Which of the lines in the records below hold the string "rule"? Copy every one of them.

Supplied material:
□ □ □ □
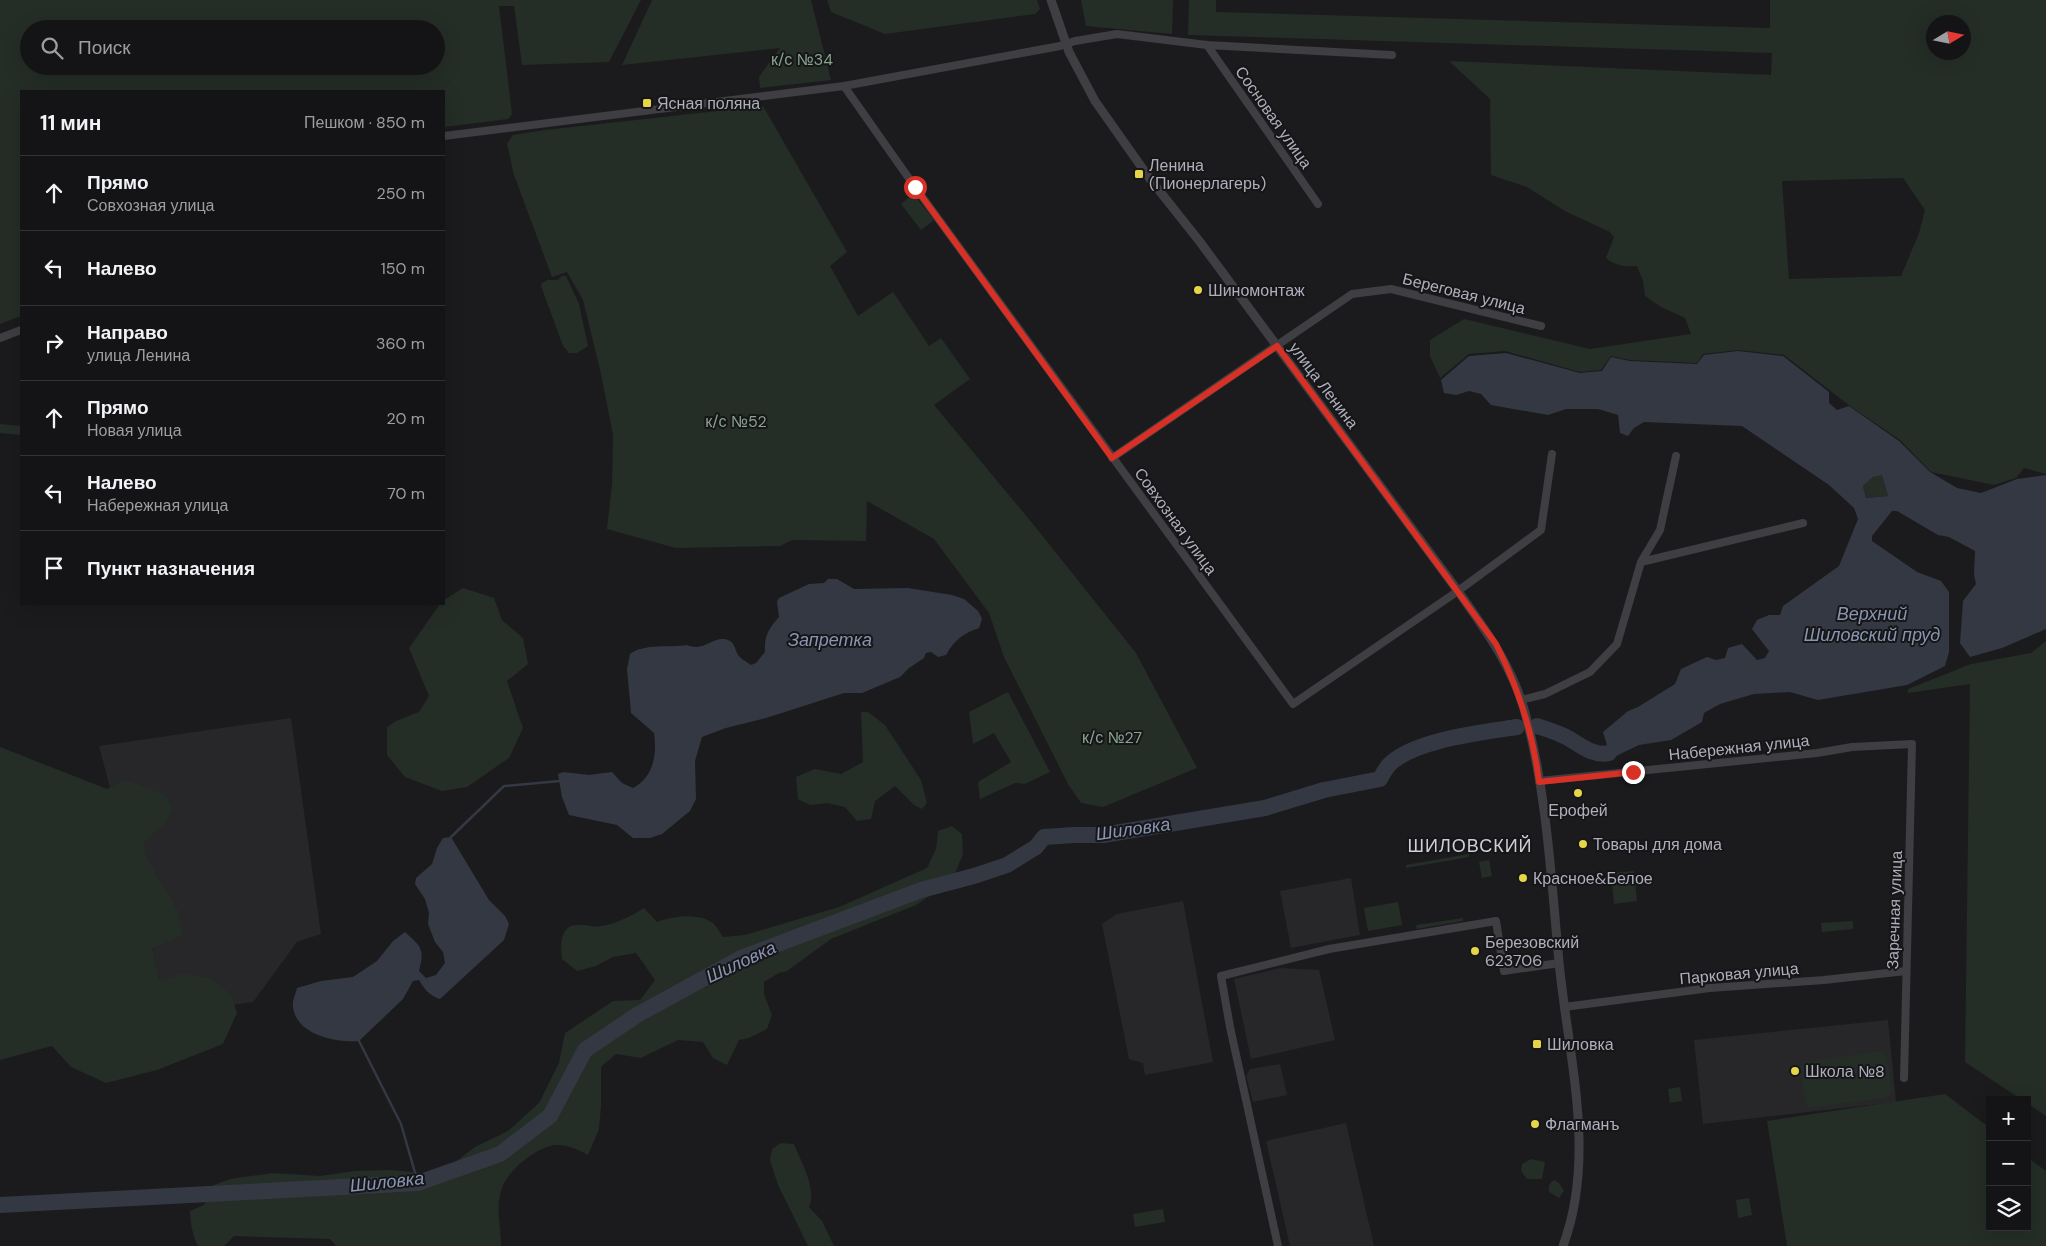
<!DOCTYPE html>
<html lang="ru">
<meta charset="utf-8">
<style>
:root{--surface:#141416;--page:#212123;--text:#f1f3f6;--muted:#9d9ea1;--line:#333335}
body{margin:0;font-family:"DM Sans",sans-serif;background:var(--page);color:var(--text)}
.controls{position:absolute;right:15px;bottom:15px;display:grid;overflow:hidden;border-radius:0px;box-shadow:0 5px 20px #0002}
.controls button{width:45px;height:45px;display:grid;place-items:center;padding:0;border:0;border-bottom:1px solid var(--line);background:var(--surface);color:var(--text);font:25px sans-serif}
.compass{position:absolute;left:1926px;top:15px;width:45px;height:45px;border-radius:50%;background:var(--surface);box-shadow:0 5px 20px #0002;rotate:80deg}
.stop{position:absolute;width:15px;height:15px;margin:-11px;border:4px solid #d93025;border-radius:50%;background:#fff}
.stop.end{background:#d93025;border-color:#fff;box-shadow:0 1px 5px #0008}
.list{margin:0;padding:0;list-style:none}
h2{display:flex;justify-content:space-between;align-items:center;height:65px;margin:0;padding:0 20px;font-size:21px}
h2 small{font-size:16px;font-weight:400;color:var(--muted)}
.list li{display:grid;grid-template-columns:32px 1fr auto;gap:15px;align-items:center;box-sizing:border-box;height:75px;padding:0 20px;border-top:1px solid var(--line)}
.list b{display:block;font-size:19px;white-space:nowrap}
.list p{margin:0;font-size:16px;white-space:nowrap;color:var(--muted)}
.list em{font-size:16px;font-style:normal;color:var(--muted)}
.icon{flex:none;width:28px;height:28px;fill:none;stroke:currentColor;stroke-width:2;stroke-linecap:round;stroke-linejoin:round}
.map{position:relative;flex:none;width:2046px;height:1246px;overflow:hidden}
.search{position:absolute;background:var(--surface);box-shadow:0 5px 20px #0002;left:20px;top:20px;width:425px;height:55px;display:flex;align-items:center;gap:12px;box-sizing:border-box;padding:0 18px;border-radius:28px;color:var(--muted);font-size:19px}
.panel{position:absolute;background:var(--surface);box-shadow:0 5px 20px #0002;left:20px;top:90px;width:425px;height:515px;border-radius:0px}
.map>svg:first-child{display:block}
.built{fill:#27272a}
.green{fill:#252d27;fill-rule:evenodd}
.water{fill:#333842;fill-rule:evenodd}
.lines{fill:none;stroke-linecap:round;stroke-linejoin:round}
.stream{stroke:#333842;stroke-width:2.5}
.river{stroke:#333842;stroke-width:16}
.minor{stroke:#3e3e43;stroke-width:8}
.tertiary{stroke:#3e3e43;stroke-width:9}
.route{stroke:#d93025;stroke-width:6}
.poi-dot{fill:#e6d449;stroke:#161618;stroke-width:2}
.labels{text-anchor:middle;stroke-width:4;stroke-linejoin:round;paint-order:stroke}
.park-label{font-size:16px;fill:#87a48f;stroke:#161618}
.poi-label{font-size:16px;fill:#aeafbb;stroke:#161618;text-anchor:start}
.street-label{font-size:16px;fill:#aeafbb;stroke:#161618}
.water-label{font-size:18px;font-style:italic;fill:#8896b3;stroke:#161618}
.neighbourhood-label{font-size:18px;letter-spacing:1px;fill:#cfcfd7;stroke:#161618}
</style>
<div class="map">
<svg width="2046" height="1246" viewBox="0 0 2046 1246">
<rect width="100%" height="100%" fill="#1b1b1d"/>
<path class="built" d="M 291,718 L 321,934 L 297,942 L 253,1002 L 169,1014 L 99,746 Z
M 1351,878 L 1360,935 L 1291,948 L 1280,891 Z
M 1183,901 L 1213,1062 L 1145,1075 L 1143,1063 L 1129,1059 L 1102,924 L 1117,914 Z
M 1280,968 L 1319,970 L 1335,1040 L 1251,1059 L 1234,979 Z
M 1888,1020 L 1896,1102 L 1703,1124 L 1694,1040 Z
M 1280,1064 L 1287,1095 L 1253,1102 L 1246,1076 L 1250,1069 Z
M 1346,1123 L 1374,1246 L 1290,1246 L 1266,1141 Z"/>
<path class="green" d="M 0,0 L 641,0 L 609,62 L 522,65 L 514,6 L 499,6 L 512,114 L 508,119 L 444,127 L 444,91 L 21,91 L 21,316 L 0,324 ZM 29,29 L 436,29 L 436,66 L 29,66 Z
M 652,0 L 811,0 L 831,80 L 760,88 L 759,77 L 780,48 L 622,65 Z
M 827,0 L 1037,0 L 1040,9 L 1035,14 L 885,34 L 831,12 Z
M 1081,0 L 1173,0 L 1172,34 L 1086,26 Z
M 1189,0 L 1216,0 L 1216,12 L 1770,28 L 1770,0 L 2046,0 L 2046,474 L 2024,468 L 2016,478 L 1994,485 L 1931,472 L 1900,440 L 1850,406 L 1784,355 L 1738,350 L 1703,354 L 1697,363 L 1630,360 L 1611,356 L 1601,370 L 1580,372 L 1505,351 L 1469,354 L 1440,378 L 1430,356 L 1430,340 L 1464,319 L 1590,349 L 1691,334 L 1685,318 L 1661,307 L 1645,296 L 1643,281 L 1637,266 C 1626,267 1615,266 1606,258 L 1614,237 L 1610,232 L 1565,211 L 1527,187 L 1491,175 L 1490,99 L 1449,61 L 1771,75 L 1772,53 L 1188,35 ZM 1964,22 L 1964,52 L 1934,52 L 1934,22 ZM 1903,178 L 1925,210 L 1919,233 L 1901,276 L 1789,279 L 1782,181 Z
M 763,106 L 847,252 L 830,266 L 858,316 L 893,292 L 929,346 L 941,338 L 970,379 L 934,405 L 1033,524 L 1136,653 L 1197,768 L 1103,807 L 1081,803 L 1068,784 L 1004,657 L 989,613 L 934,539 L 867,501 L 866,541 L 792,540 L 780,546 L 676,548 L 607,529 L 612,484 L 613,435 L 601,374 L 583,300 L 567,272 L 552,277 L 514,175 L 507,144 L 513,135 L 545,130 Z
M 913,194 L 934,220 L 921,230 L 901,204 Z
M 562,276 L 566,276 L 579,304 L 588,346 L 577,353 L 569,353 L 563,346 L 541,286 L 542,283 L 548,280 L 558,280 Z
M 0,424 L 21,426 L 21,435 L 0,433 Z
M 1882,474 L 1888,496 L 1866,498 L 1863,486 L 1873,477 Z
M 463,588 L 494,598 L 502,620 L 523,638 L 528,664 L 507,681 L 523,728 L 509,758 L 467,787 L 442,791 L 405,777 L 387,755 L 387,727 L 396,721 L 419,712 L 429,696 L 409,648 L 440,604 L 444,604 L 444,600 Z
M 2046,641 L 2046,1116 L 2027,1103 L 2027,1100 L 2022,1100 L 1965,1062 L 1970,684 L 1908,693 L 1908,689 L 1971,664 L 2031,653 Z
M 1008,692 L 1050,772 L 1025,784 L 1015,783 L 980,799 L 978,782 L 1011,762 L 994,733 L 973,744 L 969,712 Z
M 861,712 L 868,712 L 885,725 L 921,780 L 927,803 L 922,809 L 914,805 L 895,786 L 875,801 L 871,819 L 857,821 L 845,807 L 827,803 L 810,805 L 798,799 L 796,777 L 815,769 L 841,774 L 863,762 Z
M 0,747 L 107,789 L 124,780 L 163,794 L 173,808 L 166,822 L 144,843 L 145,855 L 178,911 L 183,935 L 152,949 L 160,980 L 183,974 L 209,978 L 231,994 L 237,1013 L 223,1044 L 157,1070 L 106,1083 L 71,1067 L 52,1046 L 0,1060 Z
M 952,826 L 962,834 L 963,854 L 956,871 L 937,891 L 916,905 L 831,939 L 787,971 L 779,973 L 764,982 L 764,994 L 772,1015 L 767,1029 L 749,1038 L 739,1040 L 727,1065 L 713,1058 L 703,1042 L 678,1040 L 641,1058 L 616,1054 L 601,1067 L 601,1106 L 599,1129 L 588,1155 C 579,1150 567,1144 555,1145 C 537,1147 508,1170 502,1188 C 495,1206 501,1227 501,1246 L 336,1246 L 330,1239 L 234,1236 L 224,1246 L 198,1246 C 192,1235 191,1224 190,1211 L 204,1205 L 214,1185 L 230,1179 L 273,1173 L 320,1176 L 355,1171 L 390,1170 L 423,1173 L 450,1166 L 475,1147 L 508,1131 L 539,1103 L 559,1063 L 565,1033 L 613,1001 L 640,1000 L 655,980 L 636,953 L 613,957 L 596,966 L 577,971 L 562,959 C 560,947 560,925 577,925 C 585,924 593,928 601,926 C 616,924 631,916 644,908 L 657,922 C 672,916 700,912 714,924 C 717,927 720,933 723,937 L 745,935 L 839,907 L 927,868 L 936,849 L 938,831 Z
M 1444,840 L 1445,848 L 1431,850 L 1430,842 Z
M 1469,854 L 1469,857 L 1406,868 L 1406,865 Z
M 1489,860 L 1492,876 L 1482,878 L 1479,862 Z
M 1634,871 L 1637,901 L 1614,904 L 1611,873 Z
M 1398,902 L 1402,925 L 1368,931 L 1364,908 Z
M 1463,918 L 1463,921 L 1417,929 L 1416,925 Z
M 1853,921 L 1853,929 L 1822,932 L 1821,923 Z
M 1879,1051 L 1884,1052 L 1887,1057 L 1892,1091 L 1890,1095 L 1885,1098 L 1809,1108 L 1806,1105 L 1800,1067 L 1802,1063 Z
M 1680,1087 L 1682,1101 L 1670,1103 L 1668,1089 Z
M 1945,1094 L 1990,1128 L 1990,1227 L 2027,1227 L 2027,1157 L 2046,1171 L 2046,1246 L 1787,1246 L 1767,1121 Z
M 781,1143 L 794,1144 C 801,1162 817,1188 809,1207 L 822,1221 L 834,1246 L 808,1246 L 778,1185 L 770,1160 L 772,1149 Z
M 1531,1159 L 1545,1162 L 1542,1179 L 1527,1179 L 1521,1171 L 1522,1164 Z
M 1554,1180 L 1559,1183 L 1564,1191 L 1559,1198 L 1549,1192 C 1548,1187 1549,1183 1554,1180 Z
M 1749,1198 L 1752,1215 L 1738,1218 L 1736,1200 Z
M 1163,1209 L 1165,1222 L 1135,1227 L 1133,1214 Z"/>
<path class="water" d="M 1738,351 L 1783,356 L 1829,392 L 1829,403 L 1837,410 L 1849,406 L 1899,441 L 1930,472 L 1957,488 L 1981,493 L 2017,479 L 2046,475 L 2046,629 L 2002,648 L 1970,657 L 1960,643 L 1963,601 L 1976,584 L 1974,575 L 1975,551 L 1949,537 L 1938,535 L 1897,511 L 1892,511 L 1872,536 L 1872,541 L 1917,572 L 1941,581 L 1949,592 L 1949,652 L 1945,666 L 1907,685 L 1818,700 L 1790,692 L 1754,694 L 1720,704 L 1704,713 L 1702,722 L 1671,740 L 1639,745 L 1614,757 L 1592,758 L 1589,751 L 1601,751 L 1607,745 L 1603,732 L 1628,711 L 1638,707 L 1675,684 L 1681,669 L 1707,657 L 1716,660 L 1725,658 L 1728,648 L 1742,644 L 1757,660 L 1765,658 L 1769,651 L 1752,629 L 1757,620 L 1769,615 L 1780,615 L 1783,606 L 1839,566 L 1858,519 L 1854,508 L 1829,485 L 1742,426 L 1644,422 L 1634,428 L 1628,436 L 1620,433 L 1618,415 L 1598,409 L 1566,409 L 1548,415 L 1491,405 L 1481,394 L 1469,391 L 1456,395 L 1444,393 L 1441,380 L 1469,356 L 1506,353 L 1580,373 L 1602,371 L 1611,357 L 1630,361 L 1697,364 L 1704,355 ZM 1882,475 L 1888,496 L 1866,498 L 1863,486 L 1873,477 Z
M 828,579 L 837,579 L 854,589 L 908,588 L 952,595 L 964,599 L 978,611 L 982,619 L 979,628 C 964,633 954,640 946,655 L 938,657 L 931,652 L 926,653 L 924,658 L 909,668 L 900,677 L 862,693 L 844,693 L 766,718 L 726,728 L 702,737 L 695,761 L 696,799 L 690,811 L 662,834 L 650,838 L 633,838 L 617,825 L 569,815 L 562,797 L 558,774 L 563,772 L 589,775 L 612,772 L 622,783 L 633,788 C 654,777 657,754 654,733 L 631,713 L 627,669 L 630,654 C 645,643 669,648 687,645 C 706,653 714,633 730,641 C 735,644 735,650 738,655 C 741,659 747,662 751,665 L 756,663 L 765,652 C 764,636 769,628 779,617 L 777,602 L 779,598 L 809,584 L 824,583 Z
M 451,837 L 489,900 L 505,916 L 509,924 L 504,940 L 440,999 C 430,996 424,989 419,980 L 413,981 L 403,999 L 359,1041 C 337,1043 296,1035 293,1007 C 292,1001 296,993 297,988 L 321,981 L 353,977 L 377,961 L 393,941 L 405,932 C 421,947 425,948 419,971 L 426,978 L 436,975 L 445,963 L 443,952 L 435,942 L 428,924 L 429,913 L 425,899 L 415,884 L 416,878 L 432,864 L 437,848 L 443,838 Z"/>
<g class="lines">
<path class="stream" d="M 451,837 L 504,786 L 560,781
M 359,1041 L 401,1124 L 418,1183"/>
<path class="river" d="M 1537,726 C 1546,729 1556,732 1564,736 C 1579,743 1592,757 1609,753
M 0,1205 L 418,1183 L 500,1154 L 550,1116 L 585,1050 L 637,1015 L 741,958 L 921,890 L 974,876 L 1007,865 L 1036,847 L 1044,837 L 1074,835 L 1103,835 L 1265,808 L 1324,790 L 1380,779 C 1382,775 1385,770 1388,766 C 1411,740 1484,732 1517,727"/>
<path class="minor" d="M 1207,45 L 1318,204
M 844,86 L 915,187 L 1293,704 L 1458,591 L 1541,530 L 1552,454
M 444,136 L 844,86 L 1060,46 L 1075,41 L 1117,34 L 1207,45 L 1392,55
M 0,338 L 21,330
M 1112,458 L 1352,294 L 1391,289 L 1541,326
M 1641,562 L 1660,530 L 1676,456
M 1521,700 L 1545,694 L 1590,672 L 1617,644 L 1641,562 L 1803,523
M 1539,781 L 1817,753 L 1852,747 L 1912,744 C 1910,855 1906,966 1904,1078
M 1564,1007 L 1710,988 L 1824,980 L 1906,971
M 1278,1246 L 1230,1027 L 1221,976 L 1329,949 L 1496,921 L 1504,971 L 1559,963"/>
<path class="tertiary" d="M 1051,0 L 1069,52 L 1095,101 L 1150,179 L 1200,242 L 1458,591 C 1484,628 1511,664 1524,709 C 1547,791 1551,878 1559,962 C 1568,1056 1597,1155 1563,1246"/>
</g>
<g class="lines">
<path class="route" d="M 915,187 L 1112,458 L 1277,346 L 1496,644 C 1518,687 1533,733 1539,782 L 1633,772"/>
</g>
<g class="poi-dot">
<rect x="642" y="98" width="10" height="10" rx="2.5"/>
<rect x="1134" y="169" width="10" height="10" rx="2.5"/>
<circle cx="1198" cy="290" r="5"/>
<circle cx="1578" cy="793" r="5"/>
<circle cx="1583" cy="844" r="5"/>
<circle cx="1523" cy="878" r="5"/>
<circle cx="1475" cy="951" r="5"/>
<rect x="1532" y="1039" width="10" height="10" rx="2.5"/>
<circle cx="1795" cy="1071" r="5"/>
<circle cx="1535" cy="1124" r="5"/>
</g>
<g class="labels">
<g class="park-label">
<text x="802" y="65">к/с №34</text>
<text x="736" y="427">к/с №52</text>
<text x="1112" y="743">к/с №27</text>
</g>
<g class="poi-label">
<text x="657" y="109">Ясная поляна</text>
<text x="1149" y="171">Ленина<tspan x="1149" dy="18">(Пионерлагерь)</tspan></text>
<text x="1208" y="296">Шиномонтаж</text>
<text x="1578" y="816" text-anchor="middle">Ерофей</text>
<text x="1593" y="850">Товары для дома</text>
<text x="1533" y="884">Красное&amp;Белое</text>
<text x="1485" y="948">Березовский<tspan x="1485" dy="18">623706</tspan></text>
<text x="1547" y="1050">Шиловка</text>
<text x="1805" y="1077">Школа №8</text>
<text x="1545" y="1130">Флагманъ</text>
</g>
<g class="street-label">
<text transform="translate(1274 117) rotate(55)" y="6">Сосновая улица</text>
<text transform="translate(1464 293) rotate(14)" y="6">Береговая улица</text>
<text transform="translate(1324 385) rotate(53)" y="6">улица Ленина</text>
<text transform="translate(1176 521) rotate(54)" y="6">Совхозная улица</text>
<text transform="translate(1739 747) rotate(-6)" y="6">Набережная улица</text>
<text transform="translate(1894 910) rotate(-88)" y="6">Заречная улица</text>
<text transform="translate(1739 973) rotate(-5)" y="6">Парковая улица</text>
</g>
<g class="water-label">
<text x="1872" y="620">Верхний<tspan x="1872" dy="21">Шиловский пруд</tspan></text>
<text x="830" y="646">Запретка</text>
<text transform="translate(1133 829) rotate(-8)" y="6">Шиловка</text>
<text transform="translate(741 962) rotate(-25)" y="6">Шиловка</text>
<text transform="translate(387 1182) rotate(-6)" y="6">Шиловка</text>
</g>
<g class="neighbourhood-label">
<text x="1470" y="852">ШИЛОВСКИЙ</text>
</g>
</g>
</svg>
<div class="controls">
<button>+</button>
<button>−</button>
<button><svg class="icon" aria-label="layers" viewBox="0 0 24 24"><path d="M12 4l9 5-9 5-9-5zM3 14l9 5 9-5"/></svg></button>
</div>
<svg class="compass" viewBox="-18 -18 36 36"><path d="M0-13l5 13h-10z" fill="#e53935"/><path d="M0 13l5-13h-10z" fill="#9d9ea1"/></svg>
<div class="stop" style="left:915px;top:187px"></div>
<div class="stop end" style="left:1633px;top:772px"></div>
<div class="search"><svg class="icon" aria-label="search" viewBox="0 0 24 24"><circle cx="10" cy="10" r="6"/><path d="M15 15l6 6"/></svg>Поиск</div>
<section class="panel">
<h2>11 мин<small>Пешком · 850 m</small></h2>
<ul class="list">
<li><svg class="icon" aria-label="ahead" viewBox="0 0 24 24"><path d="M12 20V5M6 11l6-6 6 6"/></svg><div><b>Прямо</b><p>Совхозная улица</p></div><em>250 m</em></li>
<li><svg class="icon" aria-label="left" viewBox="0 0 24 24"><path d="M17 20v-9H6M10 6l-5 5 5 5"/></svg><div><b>Налево</b></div><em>150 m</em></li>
<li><svg class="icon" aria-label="right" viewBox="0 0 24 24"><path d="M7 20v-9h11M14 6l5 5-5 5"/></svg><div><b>Направо</b><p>улица Ленина</p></div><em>360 m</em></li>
<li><svg class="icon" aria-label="ahead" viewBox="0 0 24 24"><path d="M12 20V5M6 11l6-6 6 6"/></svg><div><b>Прямо</b><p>Новая улица</p></div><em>20 m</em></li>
<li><svg class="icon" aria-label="left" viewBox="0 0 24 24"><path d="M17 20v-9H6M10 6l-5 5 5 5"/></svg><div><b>Налево</b><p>Набережная улица</p></div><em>70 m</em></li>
<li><svg class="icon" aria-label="arrive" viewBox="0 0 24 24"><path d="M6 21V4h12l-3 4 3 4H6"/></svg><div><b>Пункт назначения</b></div></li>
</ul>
</section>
</div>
□ □ □ □
Expected output:
.green{fill:#252d27;fill-rule:evenodd}
.water{fill:#333842;fill-rule:evenodd}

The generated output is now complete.